[[ RECORDS FOR THIS EXERCISE, beginning ]]

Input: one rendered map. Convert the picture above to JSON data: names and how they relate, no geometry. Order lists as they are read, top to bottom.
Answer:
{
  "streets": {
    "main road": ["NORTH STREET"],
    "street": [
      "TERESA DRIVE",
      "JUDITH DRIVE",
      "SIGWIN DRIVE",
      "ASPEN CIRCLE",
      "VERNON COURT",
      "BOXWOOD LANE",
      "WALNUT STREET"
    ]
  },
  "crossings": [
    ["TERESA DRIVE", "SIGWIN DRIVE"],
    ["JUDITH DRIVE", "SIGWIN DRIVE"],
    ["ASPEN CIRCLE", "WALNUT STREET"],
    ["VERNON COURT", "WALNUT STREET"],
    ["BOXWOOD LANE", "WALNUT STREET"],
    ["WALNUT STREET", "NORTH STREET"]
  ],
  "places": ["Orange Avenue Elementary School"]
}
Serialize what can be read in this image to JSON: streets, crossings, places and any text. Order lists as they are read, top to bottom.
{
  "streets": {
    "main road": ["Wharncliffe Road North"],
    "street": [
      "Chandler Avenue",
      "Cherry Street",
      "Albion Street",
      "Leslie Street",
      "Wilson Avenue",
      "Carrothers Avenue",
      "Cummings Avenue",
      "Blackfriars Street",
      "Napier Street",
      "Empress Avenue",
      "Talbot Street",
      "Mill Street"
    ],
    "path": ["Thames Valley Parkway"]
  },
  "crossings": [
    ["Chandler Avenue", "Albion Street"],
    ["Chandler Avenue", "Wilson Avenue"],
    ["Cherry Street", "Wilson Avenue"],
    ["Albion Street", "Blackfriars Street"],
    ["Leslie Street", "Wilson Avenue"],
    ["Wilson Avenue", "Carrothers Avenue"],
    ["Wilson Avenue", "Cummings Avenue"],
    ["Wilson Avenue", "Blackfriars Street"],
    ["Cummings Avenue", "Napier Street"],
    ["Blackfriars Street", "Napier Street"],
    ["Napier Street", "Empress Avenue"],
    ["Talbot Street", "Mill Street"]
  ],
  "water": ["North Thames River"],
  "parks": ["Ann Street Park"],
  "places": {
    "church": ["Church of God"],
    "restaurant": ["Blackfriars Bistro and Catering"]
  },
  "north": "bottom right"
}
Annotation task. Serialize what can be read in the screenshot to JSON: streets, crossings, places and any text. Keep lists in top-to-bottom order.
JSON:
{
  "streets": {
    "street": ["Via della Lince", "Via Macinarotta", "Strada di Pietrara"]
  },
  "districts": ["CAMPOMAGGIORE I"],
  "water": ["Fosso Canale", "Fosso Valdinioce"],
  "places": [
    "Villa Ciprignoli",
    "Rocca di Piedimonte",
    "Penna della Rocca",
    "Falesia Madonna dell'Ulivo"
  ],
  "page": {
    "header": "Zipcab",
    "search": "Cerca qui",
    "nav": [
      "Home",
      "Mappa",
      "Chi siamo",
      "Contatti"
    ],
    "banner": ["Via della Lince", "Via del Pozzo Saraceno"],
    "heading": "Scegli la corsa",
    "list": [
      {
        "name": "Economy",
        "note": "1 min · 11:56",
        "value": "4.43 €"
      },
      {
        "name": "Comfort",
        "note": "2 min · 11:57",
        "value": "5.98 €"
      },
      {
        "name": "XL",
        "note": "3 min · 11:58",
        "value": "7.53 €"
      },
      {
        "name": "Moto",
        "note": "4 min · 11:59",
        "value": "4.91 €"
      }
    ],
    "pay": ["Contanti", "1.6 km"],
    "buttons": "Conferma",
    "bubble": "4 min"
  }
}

[[ RECORDS FOR THIS EXERCISE, end ]]

**PROMPT**
Write the data out once more. Keep every word the same.

**TASK RESPONSE**
Input: one rendered map. Convert the picture above to JSON data: names and how they relate, no geometry. Order lists as they are read, top to bottom.
Answer:
{
  "streets": {
    "main road": ["NORTH STREET"],
    "street": [
      "TERESA DRIVE",
      "JUDITH DRIVE",
      "SIGWIN DRIVE",
      "ASPEN CIRCLE",
      "VERNON COURT",
      "BOXWOOD LANE",
      "WALNUT STREET"
    ]
  },
  "crossings": [
    ["TERESA DRIVE", "SIGWIN DRIVE"],
    ["JUDITH DRIVE", "SIGWIN DRIVE"],
    ["ASPEN CIRCLE", "WALNUT STREET"],
    ["VERNON COURT", "WALNUT STREET"],
    ["BOXWOOD LANE", "WALNUT STREET"],
    ["WALNUT STREET", "NORTH STREET"]
  ],
  "places": ["Orange Avenue Elementary School"]
}
Serialize what can be read in this image to JSON: streets, crossings, places and any text. Order lists as they are read, top to bottom.
{
  "streets": {
    "main road": ["Wharncliffe Road North"],
    "street": [
      "Chandler Avenue",
      "Cherry Street",
      "Albion Street",
      "Leslie Street",
      "Wilson Avenue",
      "Carrothers Avenue",
      "Cummings Avenue",
      "Blackfriars Street",
      "Napier Street",
      "Empress Avenue",
      "Talbot Street",
      "Mill Street"
    ],
    "path": ["Thames Valley Parkway"]
  },
  "crossings": [
    ["Chandler Avenue", "Albion Street"],
    ["Chandler Avenue", "Wilson Avenue"],
    ["Cherry Street", "Wilson Avenue"],
    ["Albion Street", "Blackfriars Street"],
    ["Leslie Street", "Wilson Avenue"],
    ["Wilson Avenue", "Carrothers Avenue"],
    ["Wilson Avenue", "Cummings Avenue"],
    ["Wilson Avenue", "Blackfriars Street"],
    ["Cummings Avenue", "Napier Street"],
    ["Blackfriars Street", "Napier Street"],
    ["Napier Street", "Empress Avenue"],
    ["Talbot Street", "Mill Street"]
  ],
  "water": ["North Thames River"],
  "parks": ["Ann Street Park"],
  "places": {
    "church": ["Church of God"],
    "restaurant": ["Blackfriars Bistro and Catering"]
  },
  "north": "bottom right"
}
Annotation task. Serialize what can be read in the screenshot to JSON: streets, crossings, places and any text. Keep lists in top-to-bottom order.
JSON:
{
  "streets": {
    "street": ["Via della Lince", "Via Macinarotta", "Strada di Pietrara"]
  },
  "districts": ["CAMPOMAGGIORE I"],
  "water": ["Fosso Canale", "Fosso Valdinioce"],
  "places": [
    "Villa Ciprignoli",
    "Rocca di Piedimonte",
    "Penna della Rocca",
    "Falesia Madonna dell'Ulivo"
  ],
  "page": {
    "header": "Zipcab",
    "search": "Cerca qui",
    "nav": [
      "Home",
      "Mappa",
      "Chi siamo",
      "Contatti"
    ],
    "banner": ["Via della Lince", "Via del Pozzo Saraceno"],
    "heading": "Scegli la corsa",
    "list": [
      {
        "name": "Economy",
        "note": "1 min · 11:56",
        "value": "4.43 €"
      },
      {
        "name": "Comfort",
        "note": "2 min · 11:57",
        "value": "5.98 €"
      },
      {
        "name": "XL",
        "note": "3 min · 11:58",
        "value": "7.53 €"
      },
      {
        "name": "Moto",
        "note": "4 min · 11:59",
        "value": "4.91 €"
      }
    ],
    "pay": ["Contanti", "1.6 km"],
    "buttons": "Conferma",
    "bubble": "4 min"
  }
}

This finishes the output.